I searched what I can find on resistors and beg your pardon on this question.
Given: A 12VDC battery is connected to one side of a 12VDC incandescent light. The other side of the light is connected to ground.
Question: Is there any size resistor that I could put in series between the battery and the light to COMPLETELY stop the voltage?
Completely.
Would this huge resistor stop the current flow?
What say all of you?

 

Can you work out an equation for the voltage across the light bulb that is dependent of the resistor value 'R' and voltage source 'Vdc'?

 

Voltage is not something that is stopped by a resistor, voltage doesn't flow. Voltage is like the pressure that pushes electrons down the witre. Current (electrons) flow, they are measured in amps and current flow drops off as resistance is increased. See ohms law for the relationship of resistance, current and voltage.

A resistor is not a switch so a resistor cannot ompletely stop current flow.. And, examining the bulb, there is no threshold of voltage required to initiate current flow through an incandescent bulb. Threrefore, if your question is really, "can a big enough resistor stop the flow of current?" The answer is, no.

Now we could get into all sorts of rediculous questions like, " what if I had a resistor that is such a high value that a meter cannot measure the current flow". In that case, I am done discussing. For all practical sized resistors, some current will flow. The low will be so low that your 12 volt lamp will not generate any light but current will flow. It won't even take a high resistance value to dim or prevent the filament rom glowing, but current will flow.

 

To completly stop current flow the resistor would have the value of infinity, which is essentially the same as opening the circuit with a switch. However you can use a resistor with a large value that would lower the current to a point that "for all practicle purposes" the bulb would be off.

 

alright.....if voltage = current x resistance.
say the resistor in the circuit is 0.000001 ohm (not much resistance)
then....12vdc = ?current x 0.000001
then ....?current = 12/ 0.000001
12,000,000 amps
out of a 12vdc battery
Is that right....?

 

alright.....if voltage = current x resistance.
say the resistor in the circuit is 0.000001 ohm (not much resistance)
then....12vdc = ?current x 0.000001
then ....?current = 12/ 0.000001
12,000,000 amps
out of a 12vdc battery
Is that right....?

your math is correct, but you won't get 12MA out of an ordinary battery.

 

Batteries have "internal resistance". The chemical reaction that happens inside the battery must be infinitely fast (which it is not), and the electrolyte paste in the battery must have infinitely high conductivity (which it does not).
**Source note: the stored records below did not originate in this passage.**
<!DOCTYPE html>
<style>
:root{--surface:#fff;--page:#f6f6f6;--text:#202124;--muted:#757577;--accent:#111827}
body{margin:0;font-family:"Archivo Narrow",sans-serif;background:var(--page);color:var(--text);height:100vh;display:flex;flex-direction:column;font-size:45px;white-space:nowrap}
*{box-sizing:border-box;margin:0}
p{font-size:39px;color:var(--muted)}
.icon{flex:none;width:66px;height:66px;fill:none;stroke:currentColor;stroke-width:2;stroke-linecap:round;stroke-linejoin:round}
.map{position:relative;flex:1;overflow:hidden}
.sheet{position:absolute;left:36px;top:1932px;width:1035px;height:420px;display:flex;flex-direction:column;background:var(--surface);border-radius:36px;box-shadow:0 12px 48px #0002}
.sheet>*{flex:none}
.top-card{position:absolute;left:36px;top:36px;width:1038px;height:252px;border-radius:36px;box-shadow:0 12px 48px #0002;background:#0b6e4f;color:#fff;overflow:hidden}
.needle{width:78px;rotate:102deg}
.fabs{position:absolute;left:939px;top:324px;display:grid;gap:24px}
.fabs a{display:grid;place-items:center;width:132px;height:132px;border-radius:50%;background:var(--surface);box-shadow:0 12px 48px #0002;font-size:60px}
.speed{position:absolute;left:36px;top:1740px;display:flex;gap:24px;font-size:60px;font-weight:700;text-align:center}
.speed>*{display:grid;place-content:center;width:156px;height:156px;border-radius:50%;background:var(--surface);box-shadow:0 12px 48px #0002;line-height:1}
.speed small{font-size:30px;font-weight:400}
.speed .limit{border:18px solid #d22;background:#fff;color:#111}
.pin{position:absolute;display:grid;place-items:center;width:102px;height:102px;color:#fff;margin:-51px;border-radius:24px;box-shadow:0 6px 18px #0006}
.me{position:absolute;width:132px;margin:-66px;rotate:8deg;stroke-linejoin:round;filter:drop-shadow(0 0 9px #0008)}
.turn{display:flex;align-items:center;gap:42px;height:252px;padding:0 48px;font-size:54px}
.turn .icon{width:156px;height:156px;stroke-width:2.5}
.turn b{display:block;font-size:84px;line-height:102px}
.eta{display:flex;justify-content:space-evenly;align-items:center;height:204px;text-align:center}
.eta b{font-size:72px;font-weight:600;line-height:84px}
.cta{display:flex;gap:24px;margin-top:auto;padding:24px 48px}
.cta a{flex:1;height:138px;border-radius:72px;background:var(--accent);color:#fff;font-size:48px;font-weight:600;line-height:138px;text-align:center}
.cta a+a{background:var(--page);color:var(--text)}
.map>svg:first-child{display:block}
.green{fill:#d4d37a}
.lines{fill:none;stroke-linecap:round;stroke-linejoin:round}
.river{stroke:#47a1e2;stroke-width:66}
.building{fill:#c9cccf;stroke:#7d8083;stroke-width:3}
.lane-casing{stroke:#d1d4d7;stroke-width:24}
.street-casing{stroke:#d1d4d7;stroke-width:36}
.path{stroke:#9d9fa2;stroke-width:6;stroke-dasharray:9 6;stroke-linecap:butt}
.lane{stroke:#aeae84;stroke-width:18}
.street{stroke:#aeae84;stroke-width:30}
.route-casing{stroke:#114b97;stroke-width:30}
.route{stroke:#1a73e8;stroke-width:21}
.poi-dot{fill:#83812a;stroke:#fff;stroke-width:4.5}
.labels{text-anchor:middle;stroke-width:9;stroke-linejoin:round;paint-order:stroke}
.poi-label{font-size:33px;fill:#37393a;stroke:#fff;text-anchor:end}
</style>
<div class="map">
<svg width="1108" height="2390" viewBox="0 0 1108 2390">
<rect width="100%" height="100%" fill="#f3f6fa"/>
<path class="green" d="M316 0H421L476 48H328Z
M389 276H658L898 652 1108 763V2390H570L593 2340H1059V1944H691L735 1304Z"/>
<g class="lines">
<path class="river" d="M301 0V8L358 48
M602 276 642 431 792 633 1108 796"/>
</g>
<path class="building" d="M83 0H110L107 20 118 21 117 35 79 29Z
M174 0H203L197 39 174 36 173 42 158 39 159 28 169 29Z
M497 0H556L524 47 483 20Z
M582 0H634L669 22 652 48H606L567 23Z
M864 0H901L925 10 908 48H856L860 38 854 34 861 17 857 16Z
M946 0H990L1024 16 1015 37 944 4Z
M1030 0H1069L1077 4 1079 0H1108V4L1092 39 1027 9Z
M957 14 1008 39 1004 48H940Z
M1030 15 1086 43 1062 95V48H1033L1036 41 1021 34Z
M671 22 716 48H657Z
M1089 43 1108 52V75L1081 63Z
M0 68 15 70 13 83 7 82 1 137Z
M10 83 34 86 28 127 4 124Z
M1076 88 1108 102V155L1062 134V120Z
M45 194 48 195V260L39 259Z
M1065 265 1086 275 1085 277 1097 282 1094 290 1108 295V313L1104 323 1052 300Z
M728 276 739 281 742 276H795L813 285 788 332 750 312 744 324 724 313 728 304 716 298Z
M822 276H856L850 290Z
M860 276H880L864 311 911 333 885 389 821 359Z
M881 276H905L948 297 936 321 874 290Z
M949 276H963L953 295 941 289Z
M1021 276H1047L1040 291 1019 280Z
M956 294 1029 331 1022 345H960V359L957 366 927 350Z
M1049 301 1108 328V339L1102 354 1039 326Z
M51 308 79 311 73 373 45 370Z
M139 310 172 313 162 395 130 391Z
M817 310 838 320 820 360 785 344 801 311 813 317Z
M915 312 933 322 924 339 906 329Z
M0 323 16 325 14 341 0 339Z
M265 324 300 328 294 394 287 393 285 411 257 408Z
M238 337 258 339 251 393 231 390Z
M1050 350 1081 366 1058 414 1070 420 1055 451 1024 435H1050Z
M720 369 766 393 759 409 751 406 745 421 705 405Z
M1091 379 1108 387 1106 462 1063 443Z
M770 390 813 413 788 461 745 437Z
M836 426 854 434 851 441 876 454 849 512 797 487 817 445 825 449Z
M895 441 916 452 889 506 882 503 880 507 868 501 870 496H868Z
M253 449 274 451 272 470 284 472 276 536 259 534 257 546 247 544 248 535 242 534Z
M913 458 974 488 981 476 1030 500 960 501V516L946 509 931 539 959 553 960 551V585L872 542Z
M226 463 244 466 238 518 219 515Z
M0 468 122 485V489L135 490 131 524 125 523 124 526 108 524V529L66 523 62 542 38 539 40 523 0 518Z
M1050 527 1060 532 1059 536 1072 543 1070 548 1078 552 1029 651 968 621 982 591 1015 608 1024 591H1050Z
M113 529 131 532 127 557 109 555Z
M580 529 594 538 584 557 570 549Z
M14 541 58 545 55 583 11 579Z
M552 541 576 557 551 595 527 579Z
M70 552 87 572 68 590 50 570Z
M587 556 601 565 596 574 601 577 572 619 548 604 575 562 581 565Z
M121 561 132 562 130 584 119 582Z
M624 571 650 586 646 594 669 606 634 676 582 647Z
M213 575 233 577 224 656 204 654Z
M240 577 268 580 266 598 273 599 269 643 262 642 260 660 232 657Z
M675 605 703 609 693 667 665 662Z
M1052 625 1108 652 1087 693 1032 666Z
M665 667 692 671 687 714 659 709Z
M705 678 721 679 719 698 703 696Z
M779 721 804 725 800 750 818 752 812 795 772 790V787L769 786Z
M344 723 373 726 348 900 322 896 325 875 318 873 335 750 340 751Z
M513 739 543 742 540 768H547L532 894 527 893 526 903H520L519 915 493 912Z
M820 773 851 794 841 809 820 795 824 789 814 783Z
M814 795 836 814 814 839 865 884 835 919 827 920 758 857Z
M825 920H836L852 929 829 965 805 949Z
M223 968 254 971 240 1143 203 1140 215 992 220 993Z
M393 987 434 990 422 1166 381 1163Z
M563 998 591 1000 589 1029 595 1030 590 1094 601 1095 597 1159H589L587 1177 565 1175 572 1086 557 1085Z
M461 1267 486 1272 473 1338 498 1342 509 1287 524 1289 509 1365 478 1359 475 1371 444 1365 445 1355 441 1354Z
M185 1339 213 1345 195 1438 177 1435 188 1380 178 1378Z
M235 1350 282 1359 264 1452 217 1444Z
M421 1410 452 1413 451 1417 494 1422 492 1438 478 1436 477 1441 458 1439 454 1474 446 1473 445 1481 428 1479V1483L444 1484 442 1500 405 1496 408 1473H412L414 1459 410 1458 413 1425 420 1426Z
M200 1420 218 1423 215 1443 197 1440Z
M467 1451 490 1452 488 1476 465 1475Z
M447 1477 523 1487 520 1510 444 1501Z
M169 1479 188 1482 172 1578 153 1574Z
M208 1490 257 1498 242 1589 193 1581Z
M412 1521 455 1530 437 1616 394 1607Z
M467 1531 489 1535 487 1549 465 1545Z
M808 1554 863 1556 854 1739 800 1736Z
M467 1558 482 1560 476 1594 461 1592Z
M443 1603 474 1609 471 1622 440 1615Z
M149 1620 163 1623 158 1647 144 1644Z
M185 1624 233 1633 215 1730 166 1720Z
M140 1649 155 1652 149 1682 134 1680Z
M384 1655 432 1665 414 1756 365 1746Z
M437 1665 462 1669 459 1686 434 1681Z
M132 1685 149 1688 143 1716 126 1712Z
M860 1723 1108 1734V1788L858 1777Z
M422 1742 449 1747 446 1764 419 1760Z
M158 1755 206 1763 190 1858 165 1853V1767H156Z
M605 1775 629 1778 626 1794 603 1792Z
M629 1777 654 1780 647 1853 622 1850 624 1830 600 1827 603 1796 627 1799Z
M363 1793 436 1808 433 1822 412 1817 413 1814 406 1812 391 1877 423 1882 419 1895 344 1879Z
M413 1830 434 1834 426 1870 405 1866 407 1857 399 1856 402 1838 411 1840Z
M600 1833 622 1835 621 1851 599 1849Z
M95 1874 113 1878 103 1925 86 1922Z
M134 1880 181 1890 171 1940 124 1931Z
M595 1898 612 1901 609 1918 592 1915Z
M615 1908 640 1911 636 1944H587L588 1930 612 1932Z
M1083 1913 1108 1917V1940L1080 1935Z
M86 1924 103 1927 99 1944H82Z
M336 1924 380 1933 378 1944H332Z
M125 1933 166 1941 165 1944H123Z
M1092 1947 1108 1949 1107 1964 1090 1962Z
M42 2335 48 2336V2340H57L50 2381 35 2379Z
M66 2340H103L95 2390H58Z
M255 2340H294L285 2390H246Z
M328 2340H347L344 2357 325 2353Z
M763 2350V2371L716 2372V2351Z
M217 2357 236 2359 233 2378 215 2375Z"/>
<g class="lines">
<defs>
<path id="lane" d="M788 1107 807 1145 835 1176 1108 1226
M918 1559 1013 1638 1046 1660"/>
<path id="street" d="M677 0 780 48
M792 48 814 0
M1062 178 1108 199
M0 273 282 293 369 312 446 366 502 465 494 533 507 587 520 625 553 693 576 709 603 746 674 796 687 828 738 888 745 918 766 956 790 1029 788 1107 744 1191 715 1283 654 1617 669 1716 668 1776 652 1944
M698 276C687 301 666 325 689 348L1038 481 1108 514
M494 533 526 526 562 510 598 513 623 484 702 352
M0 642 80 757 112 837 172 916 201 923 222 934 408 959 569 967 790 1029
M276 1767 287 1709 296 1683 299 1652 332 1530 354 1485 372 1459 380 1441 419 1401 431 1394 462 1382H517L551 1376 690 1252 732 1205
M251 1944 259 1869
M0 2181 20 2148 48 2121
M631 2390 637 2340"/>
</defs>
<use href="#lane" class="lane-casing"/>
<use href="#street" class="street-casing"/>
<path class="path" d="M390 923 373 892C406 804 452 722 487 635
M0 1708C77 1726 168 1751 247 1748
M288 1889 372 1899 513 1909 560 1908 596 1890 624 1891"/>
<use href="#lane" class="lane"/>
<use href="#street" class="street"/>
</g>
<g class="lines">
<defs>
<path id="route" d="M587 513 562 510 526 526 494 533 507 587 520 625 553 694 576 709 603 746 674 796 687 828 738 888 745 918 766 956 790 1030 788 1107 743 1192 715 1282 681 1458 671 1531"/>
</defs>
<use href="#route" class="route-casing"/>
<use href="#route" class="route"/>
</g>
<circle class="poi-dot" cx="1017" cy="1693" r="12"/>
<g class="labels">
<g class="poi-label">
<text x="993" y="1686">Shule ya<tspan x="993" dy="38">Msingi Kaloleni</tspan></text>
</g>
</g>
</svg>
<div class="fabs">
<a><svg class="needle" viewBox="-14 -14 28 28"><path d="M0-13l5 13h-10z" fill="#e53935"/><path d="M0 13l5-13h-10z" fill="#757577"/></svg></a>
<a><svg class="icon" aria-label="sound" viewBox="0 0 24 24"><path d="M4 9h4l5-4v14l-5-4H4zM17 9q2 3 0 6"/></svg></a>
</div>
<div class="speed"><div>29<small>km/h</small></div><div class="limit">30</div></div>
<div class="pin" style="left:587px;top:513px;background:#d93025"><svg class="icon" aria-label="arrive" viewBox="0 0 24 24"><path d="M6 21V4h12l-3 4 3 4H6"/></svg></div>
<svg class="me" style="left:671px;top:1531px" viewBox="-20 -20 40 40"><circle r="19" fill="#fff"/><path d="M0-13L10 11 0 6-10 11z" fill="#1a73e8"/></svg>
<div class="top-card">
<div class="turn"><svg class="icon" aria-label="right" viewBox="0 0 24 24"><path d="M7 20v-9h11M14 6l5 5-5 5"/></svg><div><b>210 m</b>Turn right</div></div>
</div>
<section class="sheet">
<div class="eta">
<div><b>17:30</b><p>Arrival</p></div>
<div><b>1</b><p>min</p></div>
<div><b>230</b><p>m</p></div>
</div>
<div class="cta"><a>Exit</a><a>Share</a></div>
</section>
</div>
Therefore, a real battery looks very much like an ideal battery with a resistor in series with it. The value of the internal resistance (also known as internal impedance), can be calculated by measuring the voltage of a battery with a volt meter. Then measure again with a resistor across the terminals of the battery. Example, add a 100 ohm resistor to a 9 volt battery. The voltage may drop from 9.2 to 8.2. This means the current flow through the 100 resistor is based on 8.2 volts divided by 100 ohms = 0.082 amps. That means one volt drops inside the battery (9.2 - 8.2 volts). 1 volt / 0.082 amps = 12.2 ohms.

The internal resistance changes as the battery ages (discharges).

You will have additional resistance along the wires (not perfect conductors) and any load.

I hope that helps.

 

alright.....if voltage = current x resistance.
say the resistor in the circuit is 0.000001 ohm (not much resistance)
then....12vdc = ?current x 0.000001
then ....?current = 12/ 0.000001
12,000,000 amps
out of a 12vdc battery
Is that right....?

Just one last note, the internal resistance of the battery is only part of the story.

The resistance you refer to, 0.000001 ohm, is so low that the copper wire needed to connect your circuit will have more resistance than that. For example, a 1 cm diameter wire that is 1 cm lonng will have 1 micro ohm of resistance.

If the battery had no internal impedance, that length of wire will dissipate 12 volts x 12M amps = 144 megawatts! The wire will vaporize in a fraction of a second.